主なポイント:
- ユナイテッドヘルスの第1四半期の調整後EPSは7.23ドル、売上高は1,117億ドルとなり、アナリスト予想の6.58ドルおよび1,094億ドルをそれぞれ上回りました。
- 同社は、2026年通期の調整後EPS予想を、従来の17.75ドルから18.25ドル以上に引き上げました。
- 主要指標である医療費率(メディカル・ケア・レシオ)は83.9%に改善し、前四半期の91.5%から大幅に低下。コスト管理の向上を示しました。
主なポイント:

ユナイテッドヘルス・グループ(NYSE: UNH)が発表した第1四半期決算はウォール街の予想を上回り、医療コストの改善が業績回復の兆しと受け止められ、同社の株価は7%以上急騰しました。
スティーブン・ヘムズリー最高経営責任者(CEO)は声明で、「今回の結果は我々の戦略が有効であることを裏付けるものです。規律ある実行と戦略的な再編の成果が表れています」と述べました。
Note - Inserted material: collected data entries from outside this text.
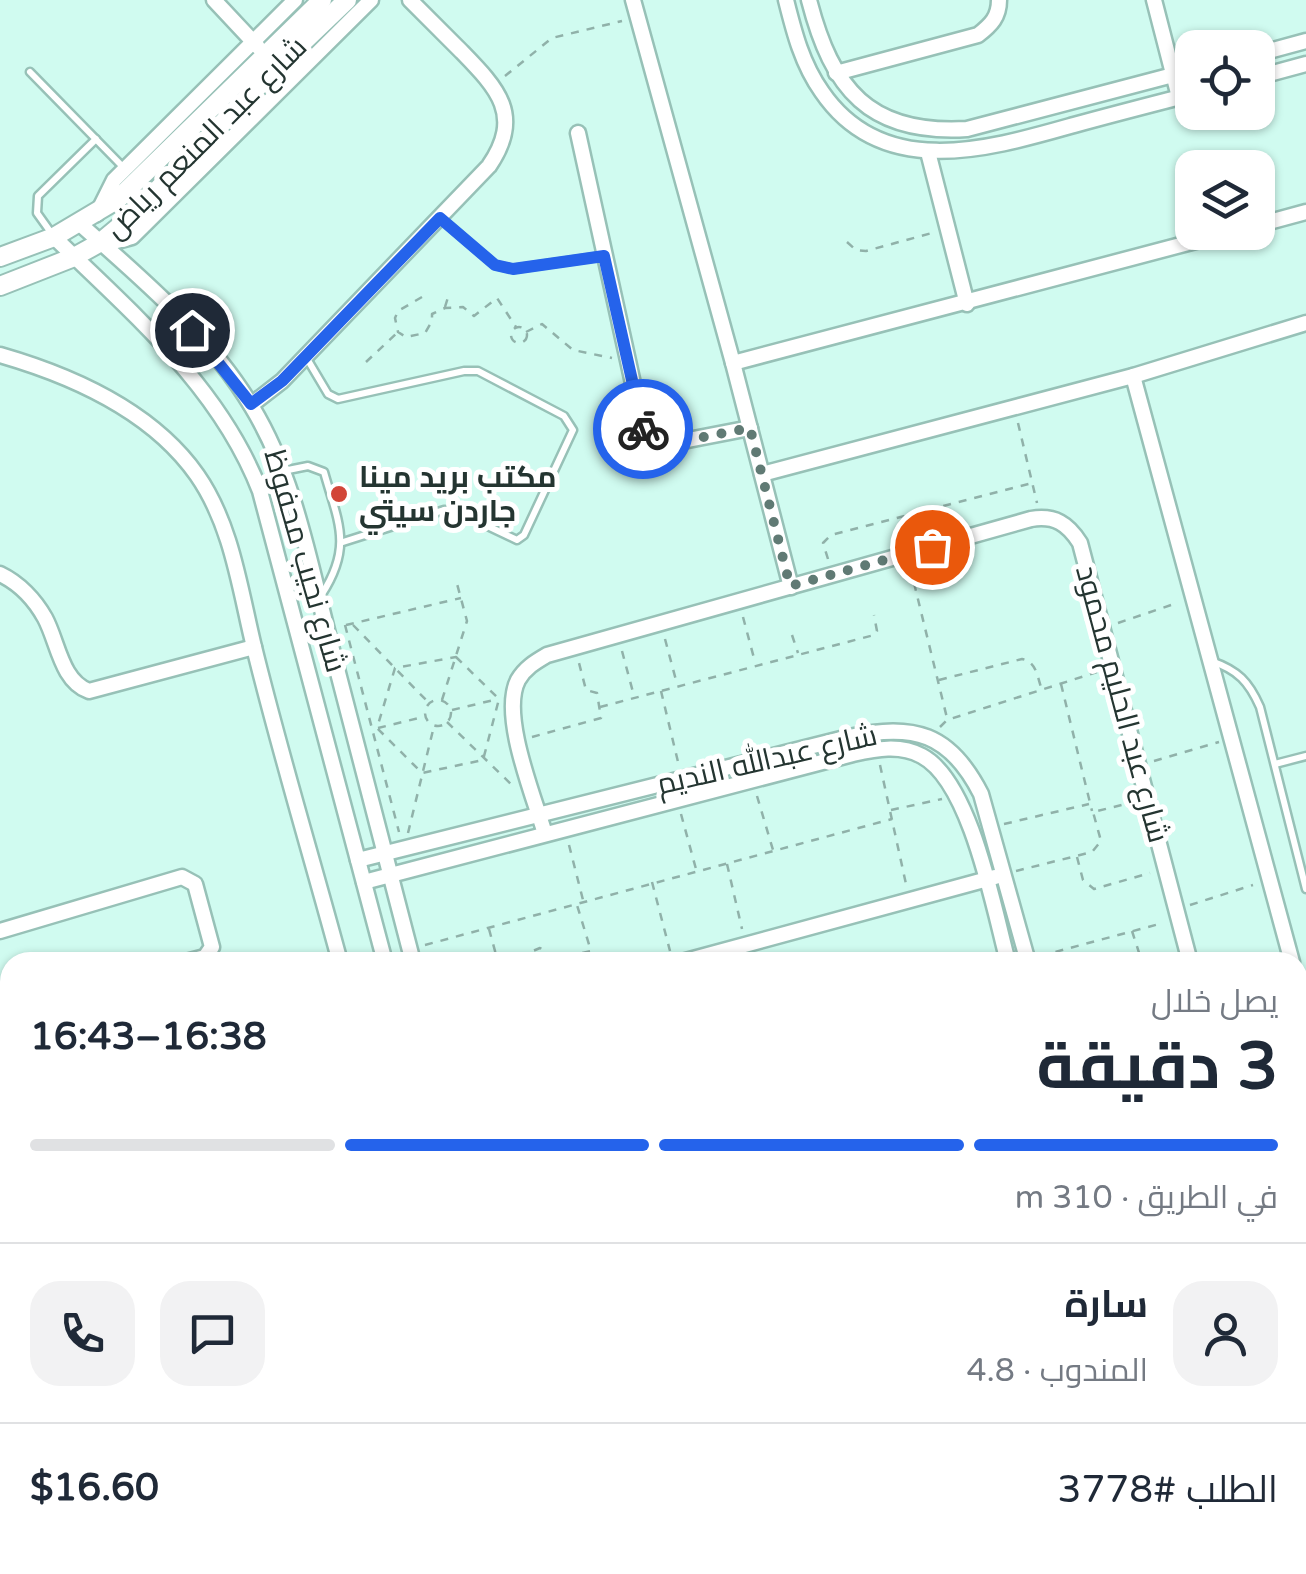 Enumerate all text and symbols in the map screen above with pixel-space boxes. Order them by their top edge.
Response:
street label: شارع عبد المنعم رياض [97,29,316,248]
map controls [1175,30,1275,250]
button: locate [1175,30,1275,130]
button: layers [1175,150,1275,250]
pin [150,288,235,373]
icon: home [165,303,220,358]
courier [593,379,693,479]
icon: bike [616,402,671,457]
street label: شارع نجيب محفوظ [255,445,354,677]
place label: مكتب بريد مينا جاردن سيتي [359,459,557,535]
marker: مكتب بريد مينا جاردن سيتي [328,483,350,505]
pin [890,505,975,590]
icon: bag [905,520,960,575]
street label: شارع عبد الحليم محمود [1066,561,1177,847]
street label: شارع عبدالله النديم [653,715,881,804]
text: يصل خلال [1151,983,1278,1021]
text: 16:38–16:43 [30,1014,267,1060]
text: 3 دقيقة [1037,1028,1278,1107]
text: في الطريق · 310 m [1015,1179,1278,1217]
button: phone [30,1281,135,1386]
button: chat [160,1281,265,1386]
button: person [1173,1281,1278,1386]
text: سارة [1065,1282,1148,1328]
text: المندوب · 4.8 [966,1352,1148,1390]
text: $16.60 [30,1465,159,1511]
text: الطلب #3778 [1058,1467,1278,1513]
このヘルスケア大手は、売上高1,117億ドルに対し、調整後1株当たり利益(EPS)7.23ドルを報告しました。アナリストの予想は、EPSが6.58ドル、売上高が1,094億ドルでした。保険料に対する医療費の支払い割合を示す医療費率(メディカル・ケア・レシオ)は、2025年第4四半期の91.5%から83.9%へと低下しました。
良好なメディケア(高齢者向け公的医療保険)の料率改定の発表を受け、最近の勢いに乗っていた株価は、このニュースに反応してさらに上昇しました。同社は通期の調整後EPS予想を18.25ドル以上に引き上げ、20億ドルの自己株式取得を承認したことで、投資家の信頼をさらに高めました。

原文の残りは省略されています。